Work to be completed: What you return must be exactly the lines running from the one with "Quick job: Describe" to the end of the data below, inclusive, and nothing more.

(Stored data)
▼▼▼
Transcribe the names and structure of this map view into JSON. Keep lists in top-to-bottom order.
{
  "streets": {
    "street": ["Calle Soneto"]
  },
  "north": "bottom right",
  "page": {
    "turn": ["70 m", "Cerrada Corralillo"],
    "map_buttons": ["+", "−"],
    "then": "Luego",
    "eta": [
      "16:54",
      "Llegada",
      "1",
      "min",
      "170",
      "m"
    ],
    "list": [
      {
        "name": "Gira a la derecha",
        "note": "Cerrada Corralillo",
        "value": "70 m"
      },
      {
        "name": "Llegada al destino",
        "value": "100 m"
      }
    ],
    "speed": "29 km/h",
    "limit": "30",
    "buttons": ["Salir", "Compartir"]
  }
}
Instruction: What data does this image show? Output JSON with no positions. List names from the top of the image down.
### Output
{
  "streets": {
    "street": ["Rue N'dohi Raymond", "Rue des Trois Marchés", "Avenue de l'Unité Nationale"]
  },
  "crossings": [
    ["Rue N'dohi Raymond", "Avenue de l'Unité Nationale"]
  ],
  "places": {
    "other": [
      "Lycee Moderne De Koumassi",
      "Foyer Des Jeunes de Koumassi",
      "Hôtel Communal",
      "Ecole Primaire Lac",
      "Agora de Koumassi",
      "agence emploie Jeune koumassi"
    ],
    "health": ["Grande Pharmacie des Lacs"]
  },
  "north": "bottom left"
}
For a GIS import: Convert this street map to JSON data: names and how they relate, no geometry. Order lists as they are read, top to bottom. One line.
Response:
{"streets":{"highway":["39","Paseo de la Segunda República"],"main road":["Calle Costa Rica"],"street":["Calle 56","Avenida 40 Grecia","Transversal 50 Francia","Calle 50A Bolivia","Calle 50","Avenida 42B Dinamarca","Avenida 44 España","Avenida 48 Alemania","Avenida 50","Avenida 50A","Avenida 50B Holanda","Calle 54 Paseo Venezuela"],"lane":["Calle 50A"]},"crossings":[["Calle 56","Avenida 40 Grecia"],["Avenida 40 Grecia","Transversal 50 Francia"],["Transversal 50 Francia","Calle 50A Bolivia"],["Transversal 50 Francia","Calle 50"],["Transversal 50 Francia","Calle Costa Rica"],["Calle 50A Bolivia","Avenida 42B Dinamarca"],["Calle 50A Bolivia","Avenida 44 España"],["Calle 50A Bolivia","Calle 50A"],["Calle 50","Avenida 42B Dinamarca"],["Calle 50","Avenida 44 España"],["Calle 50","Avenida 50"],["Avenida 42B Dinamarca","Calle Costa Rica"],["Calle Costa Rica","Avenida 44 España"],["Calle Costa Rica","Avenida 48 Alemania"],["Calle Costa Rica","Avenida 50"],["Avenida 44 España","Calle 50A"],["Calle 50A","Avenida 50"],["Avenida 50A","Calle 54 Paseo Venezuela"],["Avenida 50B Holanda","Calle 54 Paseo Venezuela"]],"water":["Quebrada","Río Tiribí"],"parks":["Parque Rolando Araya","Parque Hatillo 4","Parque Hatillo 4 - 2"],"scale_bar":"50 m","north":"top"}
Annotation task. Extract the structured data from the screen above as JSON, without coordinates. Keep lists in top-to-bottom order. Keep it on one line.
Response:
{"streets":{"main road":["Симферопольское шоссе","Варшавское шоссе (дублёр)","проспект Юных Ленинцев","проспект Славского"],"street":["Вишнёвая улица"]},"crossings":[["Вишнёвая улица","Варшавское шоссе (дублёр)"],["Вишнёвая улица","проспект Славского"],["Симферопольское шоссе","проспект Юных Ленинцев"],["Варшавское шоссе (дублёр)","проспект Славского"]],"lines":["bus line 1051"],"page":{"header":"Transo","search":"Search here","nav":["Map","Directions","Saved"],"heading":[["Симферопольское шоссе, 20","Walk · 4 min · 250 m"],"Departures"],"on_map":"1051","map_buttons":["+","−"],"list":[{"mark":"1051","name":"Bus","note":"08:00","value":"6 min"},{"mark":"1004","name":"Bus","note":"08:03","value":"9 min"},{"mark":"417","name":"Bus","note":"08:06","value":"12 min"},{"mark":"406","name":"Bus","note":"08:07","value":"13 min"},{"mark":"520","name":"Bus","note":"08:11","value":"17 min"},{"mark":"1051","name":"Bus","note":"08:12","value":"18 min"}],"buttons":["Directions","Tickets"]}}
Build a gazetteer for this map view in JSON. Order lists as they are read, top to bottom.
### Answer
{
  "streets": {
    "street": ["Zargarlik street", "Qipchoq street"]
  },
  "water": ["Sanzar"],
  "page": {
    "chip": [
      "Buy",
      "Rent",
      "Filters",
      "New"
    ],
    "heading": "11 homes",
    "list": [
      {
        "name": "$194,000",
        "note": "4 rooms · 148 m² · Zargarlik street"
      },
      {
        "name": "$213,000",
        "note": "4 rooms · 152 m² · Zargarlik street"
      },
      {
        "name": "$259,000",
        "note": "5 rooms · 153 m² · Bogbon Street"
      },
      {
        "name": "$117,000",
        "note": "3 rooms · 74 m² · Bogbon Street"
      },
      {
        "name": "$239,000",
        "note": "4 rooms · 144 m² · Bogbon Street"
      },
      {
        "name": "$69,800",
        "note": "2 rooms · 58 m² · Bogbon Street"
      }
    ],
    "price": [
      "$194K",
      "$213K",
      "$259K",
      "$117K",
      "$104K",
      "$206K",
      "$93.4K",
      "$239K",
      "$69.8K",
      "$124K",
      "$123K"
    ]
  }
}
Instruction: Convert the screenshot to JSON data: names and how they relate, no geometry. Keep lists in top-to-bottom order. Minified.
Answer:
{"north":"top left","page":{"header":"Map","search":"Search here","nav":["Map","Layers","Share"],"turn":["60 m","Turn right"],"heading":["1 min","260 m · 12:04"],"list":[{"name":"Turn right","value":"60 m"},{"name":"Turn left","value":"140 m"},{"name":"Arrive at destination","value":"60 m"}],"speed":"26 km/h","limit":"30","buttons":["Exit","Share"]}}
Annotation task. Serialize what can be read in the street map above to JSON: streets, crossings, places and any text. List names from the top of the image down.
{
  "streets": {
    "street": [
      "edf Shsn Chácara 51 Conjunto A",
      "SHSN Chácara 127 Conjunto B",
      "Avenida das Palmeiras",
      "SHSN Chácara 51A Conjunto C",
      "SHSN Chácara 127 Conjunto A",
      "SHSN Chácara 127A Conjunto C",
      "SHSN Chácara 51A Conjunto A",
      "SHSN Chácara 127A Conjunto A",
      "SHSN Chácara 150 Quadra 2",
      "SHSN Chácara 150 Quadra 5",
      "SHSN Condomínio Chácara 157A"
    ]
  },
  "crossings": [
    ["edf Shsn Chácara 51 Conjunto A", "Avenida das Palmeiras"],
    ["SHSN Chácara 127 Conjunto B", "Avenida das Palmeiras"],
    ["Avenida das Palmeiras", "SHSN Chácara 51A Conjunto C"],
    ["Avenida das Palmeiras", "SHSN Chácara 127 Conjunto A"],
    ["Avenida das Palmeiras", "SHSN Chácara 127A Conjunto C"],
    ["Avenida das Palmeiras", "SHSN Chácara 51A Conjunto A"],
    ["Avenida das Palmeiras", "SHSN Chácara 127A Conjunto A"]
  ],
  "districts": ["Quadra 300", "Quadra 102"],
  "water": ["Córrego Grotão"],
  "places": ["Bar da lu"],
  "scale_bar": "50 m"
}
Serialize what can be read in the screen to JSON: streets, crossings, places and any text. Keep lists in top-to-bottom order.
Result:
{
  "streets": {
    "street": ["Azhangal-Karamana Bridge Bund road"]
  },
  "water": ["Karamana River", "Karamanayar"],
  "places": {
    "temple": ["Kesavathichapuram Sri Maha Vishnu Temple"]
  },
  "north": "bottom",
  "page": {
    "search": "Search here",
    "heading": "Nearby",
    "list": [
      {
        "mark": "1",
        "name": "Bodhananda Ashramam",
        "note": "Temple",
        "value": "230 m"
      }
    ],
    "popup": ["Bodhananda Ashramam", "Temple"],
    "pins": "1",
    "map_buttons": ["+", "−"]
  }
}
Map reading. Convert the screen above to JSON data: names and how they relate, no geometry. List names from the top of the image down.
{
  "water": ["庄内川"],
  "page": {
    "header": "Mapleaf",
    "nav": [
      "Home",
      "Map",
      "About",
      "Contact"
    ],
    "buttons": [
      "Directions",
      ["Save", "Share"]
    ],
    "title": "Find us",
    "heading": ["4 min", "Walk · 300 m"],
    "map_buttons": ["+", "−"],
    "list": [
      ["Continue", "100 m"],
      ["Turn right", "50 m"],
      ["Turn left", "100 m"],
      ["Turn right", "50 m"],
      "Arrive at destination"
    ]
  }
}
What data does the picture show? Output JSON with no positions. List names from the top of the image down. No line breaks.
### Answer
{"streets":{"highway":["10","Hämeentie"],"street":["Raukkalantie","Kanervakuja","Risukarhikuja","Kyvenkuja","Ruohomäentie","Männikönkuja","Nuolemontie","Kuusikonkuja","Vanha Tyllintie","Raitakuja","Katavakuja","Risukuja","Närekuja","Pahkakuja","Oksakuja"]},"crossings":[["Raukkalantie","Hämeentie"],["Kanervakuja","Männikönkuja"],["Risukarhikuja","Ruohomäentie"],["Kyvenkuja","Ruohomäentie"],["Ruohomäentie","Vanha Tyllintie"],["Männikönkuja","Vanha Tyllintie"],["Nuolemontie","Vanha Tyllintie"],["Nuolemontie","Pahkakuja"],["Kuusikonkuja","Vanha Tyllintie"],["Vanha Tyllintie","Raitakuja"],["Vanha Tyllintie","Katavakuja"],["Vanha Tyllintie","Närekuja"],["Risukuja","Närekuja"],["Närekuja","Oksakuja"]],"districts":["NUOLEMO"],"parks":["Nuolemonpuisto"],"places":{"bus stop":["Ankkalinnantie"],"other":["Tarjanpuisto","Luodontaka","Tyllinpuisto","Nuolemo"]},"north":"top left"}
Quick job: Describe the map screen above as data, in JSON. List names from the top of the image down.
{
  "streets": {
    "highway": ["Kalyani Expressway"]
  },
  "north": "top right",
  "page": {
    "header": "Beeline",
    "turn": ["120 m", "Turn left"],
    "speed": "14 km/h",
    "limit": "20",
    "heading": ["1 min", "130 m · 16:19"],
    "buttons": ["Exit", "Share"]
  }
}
▲▲▲
Answer box:
Quick job: Describe the map screen above as data, in JSON. List names from the top of the image down.
{
  "streets": {
    "highway": ["Kalyani Expressway"]
  },
  "north": "top right",
  "page": {
    "header": "Beeline",
    "turn": ["120 m", "Turn left"],
    "speed": "14 km/h",
    "limit": "20",
    "heading": ["1 min", "130 m · 16:19"],
    "buttons": ["Exit", "Share"]
  }
}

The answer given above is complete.